Dead Space 2 is about delivering more of what fans loved from the previous games, while injecting occasional moments of epic action into the episodes of white-knuckled terror and suspense that Dead Space is known for. You can expect Isaac Clarke to be back, as well as the Necromorphs, in a "real space" setting that sci-fi fans can really sink their teeth into. Since this game takes place three years after the original, a lot has changed: Isaac is more capable, his RIG has improved abilities (like total Zero G flight control), and his engineering tools and weapons are totally overhauled. This is good because the Necromorphs are smarter, and the environments Isaac explores are deadlier too.

How do you create a video game with a mentally ill protagonist? Does this change the gameplay in any way, or create new challenges in terms of the character's perceptions?

The key is to make Isaac react in the same way we expect players to react in the situations the character comes across.

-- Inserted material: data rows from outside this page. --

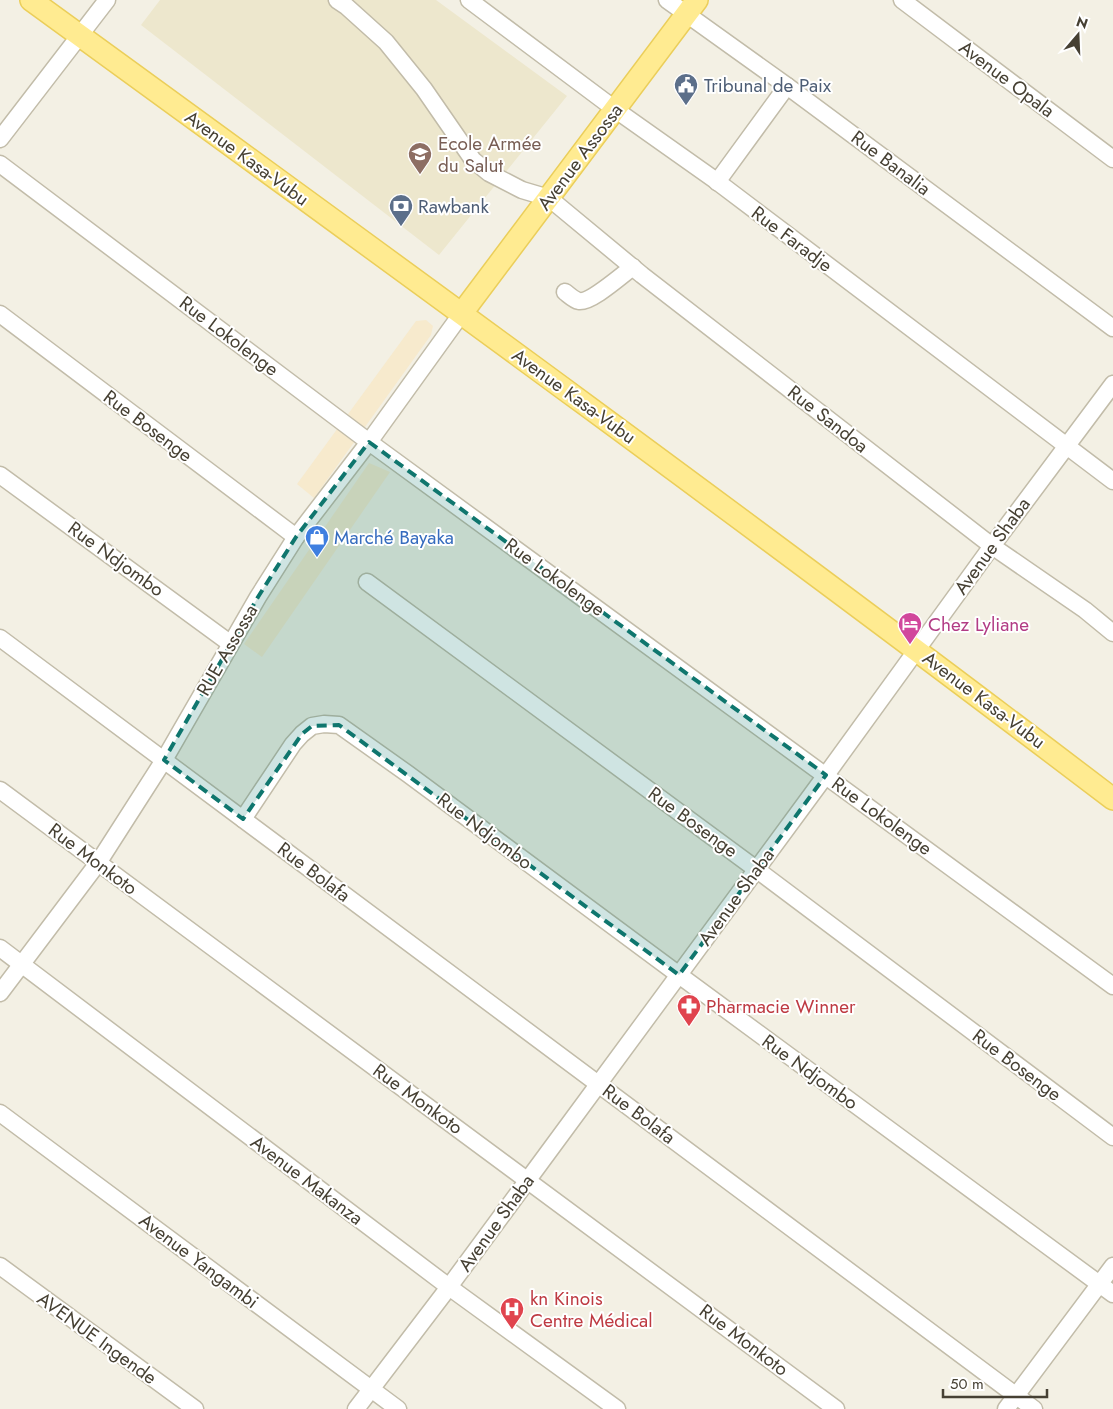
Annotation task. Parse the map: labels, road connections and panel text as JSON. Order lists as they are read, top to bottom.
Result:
{
  "streets": {
    "main road": ["Avenue Assossa", "Avenue Kasa-Vubu"],
    "street": [
      "Avenue Opala",
      "Rue Banalia",
      "Rue Faradje",
      "Rue Lokolenge",
      "Rue Sandoa",
      "Rue Bosenge",
      "Avenue Shaba",
      "Rue Ndjombo",
      "RUE Assossa",
      "Rue Monkoto",
      "Rue Bolafa",
      "Avenue Makanza",
      "Avenue Yangambi",
      "AVENUE Ingende"
    ]
  },
  "crossings": [
    ["Avenue Assossa", "Avenue Kasa-Vubu"],
    ["Avenue Assossa", "Rue Banalia"],
    ["Avenue Assossa", "Rue Faradje"],
    ["Avenue Assossa", "Rue Sandoa"],
    ["Avenue Assossa", "RUE Assossa"],
    ["Avenue Kasa-Vubu", "Avenue Shaba"],
    ["Avenue Kasa-Vubu", "RUE Assossa"],
    ["Rue Faradje", "Avenue Shaba"],
    ["Rue Lokolenge", "Avenue Shaba"],
    ["Rue Lokolenge", "RUE Assossa"],
    ["Rue Sandoa", "Avenue Shaba"],
    ["Rue Bosenge", "Avenue Shaba"],
    ["Rue Bosenge", "RUE Assossa"],
    ["Avenue Shaba", "Rue Ndjombo"],
    ["Avenue Shaba", "Rue Monkoto"],
    ["Avenue Shaba", "Rue Bolafa"],
    ["Avenue Shaba", "Avenue Makanza"],
    ["Avenue Shaba", "Avenue Yangambi"],
    ["Rue Ndjombo", "RUE Assossa"],
    ["Rue Ndjombo", "Rue Bolafa"],
    ["RUE Assossa", "Rue Monkoto"],
    ["RUE Assossa", "Rue Bolafa"],
    ["RUE Assossa", "Avenue Makanza"]
  ],
  "places": {
    "public building": ["Tribunal de Paix"],
    "school or university": ["Ecole Armée du Salut"],
    "bank": ["Rawbank"],
    "shop": ["Marché Bayaka"],
    "hotel": ["Chez Lyliane"],
    "pharmacy": ["Pharmacie Winner"],
    "hospital": ["kn Kinois Centre Médical"]
  },
  "scale_bar": "50 m",
  "north": "top"
}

For example, the first time Isaac hallucinates, we want players to question what's real and what's not, and so we made Isaac react in a similar fashion. But over time, we expect players to pick up on the clues that delineate the real from the demented, and to be more shocked than surprised. We think gamers will "get it" pretty soon, so Isaac has to as well. So when Isaac hallucinates, he recognizes what's going on, and the threat becomes more about finding a cure for his illness as opposed to questioning his reality.

Because it can kill him, there are a few cases where Isaac's dementia affects gameplay. But we kept these sequences to a minimum, to keep players focused on their goal of survival.

In terms of setting, how is a heavily populated space station different than an abandoned spaceship? Are there going to be a lot of different environments, as we visit different "neighborhoods" in The Sprawl? Is the William Gibson nod in the Sprawl's name intentional?

The biggest difference is that we get to show off how people live and work in the Dead Space universe, beyond just the miners and engineers we saw on the Ishimura. We do a lot of storytelling via the environment, and the variety of places you'll see lets us expand on parts of the fiction that we otherwise couldn't cover. In terms of gameplay, it also gives us more creative opportunities to build fun places to explore. The first game had a lot of corridors, but Dead Space 2 goes further with vertical apartment complexes, twisted malls, underground energy facilities, and the labyrinthine Church of Unitology.

Regarding William Gibson... I don't want to spoil any Easter eggs from the game, but observant players can uncover lots of nods to our favorite sci-fi inspirations around the Sprawl!

With the game's multiplayer mode, it sounds like players will be able to be a security squad or a group of necromorphs. What were the challenges in creating necromorph gameplay?

The biggest challenge was figuring out what Necromorphs to use for multiplayer. We decided that we wanted just a handful of Necromorphs that had symmetry with the offensive abilities of the human team. So the Pack, for instance, specializes in melee and speed. Pukers and Spitters give the Necromorph team a short and long range attacker. And finally, the Lurker lets players crawl on walls and ceilings, hide in shadows, and snipe at the humans from afar.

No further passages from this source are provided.